Code snippet to reproduce


def split(a, n):  
    # split array a into n approximately equal splits
    k, m = divmod(len(a), n)
    return [tuple(a[i * k + min(i, m):(i + 1) * k + min(i + 1, m)]) for i in range(n)]
# for simplicity, I use random value here, the origin is normalized x and y.
train_x = torch.randn(30, 6912).to('cuda:0')
train_y = torch.randn(30).to('cuda:0')

subspace_dim_list = split([for i in range(train_x.shape[1])], 27)

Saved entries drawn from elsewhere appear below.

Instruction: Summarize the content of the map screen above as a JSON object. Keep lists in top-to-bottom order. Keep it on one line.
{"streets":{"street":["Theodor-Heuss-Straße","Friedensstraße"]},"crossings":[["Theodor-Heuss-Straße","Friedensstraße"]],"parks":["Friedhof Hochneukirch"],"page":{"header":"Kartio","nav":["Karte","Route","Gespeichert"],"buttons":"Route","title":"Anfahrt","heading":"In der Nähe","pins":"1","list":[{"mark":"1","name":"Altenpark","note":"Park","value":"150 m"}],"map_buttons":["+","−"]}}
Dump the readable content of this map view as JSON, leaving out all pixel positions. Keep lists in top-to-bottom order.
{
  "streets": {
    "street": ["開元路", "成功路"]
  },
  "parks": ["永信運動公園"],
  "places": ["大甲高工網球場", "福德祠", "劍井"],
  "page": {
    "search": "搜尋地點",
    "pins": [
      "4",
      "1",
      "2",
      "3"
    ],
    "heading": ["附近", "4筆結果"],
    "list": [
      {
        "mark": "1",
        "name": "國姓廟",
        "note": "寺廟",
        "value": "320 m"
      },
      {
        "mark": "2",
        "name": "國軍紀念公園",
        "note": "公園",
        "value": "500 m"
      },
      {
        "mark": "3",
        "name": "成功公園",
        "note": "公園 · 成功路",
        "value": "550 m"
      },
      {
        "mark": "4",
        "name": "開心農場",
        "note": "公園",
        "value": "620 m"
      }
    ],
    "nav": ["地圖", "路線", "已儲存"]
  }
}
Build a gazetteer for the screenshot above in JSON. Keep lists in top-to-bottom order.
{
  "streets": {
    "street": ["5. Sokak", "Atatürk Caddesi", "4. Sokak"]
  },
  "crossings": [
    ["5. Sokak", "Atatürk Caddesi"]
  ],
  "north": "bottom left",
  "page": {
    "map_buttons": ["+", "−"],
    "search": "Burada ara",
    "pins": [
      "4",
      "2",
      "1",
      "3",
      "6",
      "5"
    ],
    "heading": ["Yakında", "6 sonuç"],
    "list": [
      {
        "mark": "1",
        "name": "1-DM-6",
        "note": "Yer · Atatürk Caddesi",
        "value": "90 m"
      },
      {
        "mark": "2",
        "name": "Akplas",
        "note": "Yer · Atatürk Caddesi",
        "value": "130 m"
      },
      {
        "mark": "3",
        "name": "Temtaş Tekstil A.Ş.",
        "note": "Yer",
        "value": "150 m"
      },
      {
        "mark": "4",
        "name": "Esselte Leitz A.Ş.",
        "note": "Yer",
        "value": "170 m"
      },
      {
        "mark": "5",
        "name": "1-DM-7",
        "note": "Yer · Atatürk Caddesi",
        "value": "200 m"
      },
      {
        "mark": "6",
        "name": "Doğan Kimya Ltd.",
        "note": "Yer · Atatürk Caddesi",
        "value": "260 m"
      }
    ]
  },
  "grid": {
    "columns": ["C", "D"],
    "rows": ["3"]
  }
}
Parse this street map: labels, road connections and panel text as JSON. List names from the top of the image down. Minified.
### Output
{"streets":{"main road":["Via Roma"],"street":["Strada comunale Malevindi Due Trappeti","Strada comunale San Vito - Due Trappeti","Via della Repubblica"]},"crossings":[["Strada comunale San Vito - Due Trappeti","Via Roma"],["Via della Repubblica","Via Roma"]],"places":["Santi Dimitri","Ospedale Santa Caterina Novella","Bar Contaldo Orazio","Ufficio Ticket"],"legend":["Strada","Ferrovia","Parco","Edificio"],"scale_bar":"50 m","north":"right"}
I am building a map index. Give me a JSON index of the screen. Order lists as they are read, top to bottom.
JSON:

lengthscale_constraint = Interval(0.005, 2.0)
outputscale_constraint = Interval(0.05, 20.0)
for i in range(27):# range(self.n_sub):  # 27
    # get active dimensions for each subspace_id
    subspace_dim = subspace_dim_list[i]

    kern_i = MaternKernel(lengthscale_constraint=lengthscale_constraint, ard_num_dims=len(subspace_dim), nu=2.5, active_dims=subspace_dim)

    if i == 0:
        kern = kern_i
    else:
        kern += kern_i
covar_module = AdditiveStructureKernel(base_kernel=kern, num_dims=train_x.shape[1])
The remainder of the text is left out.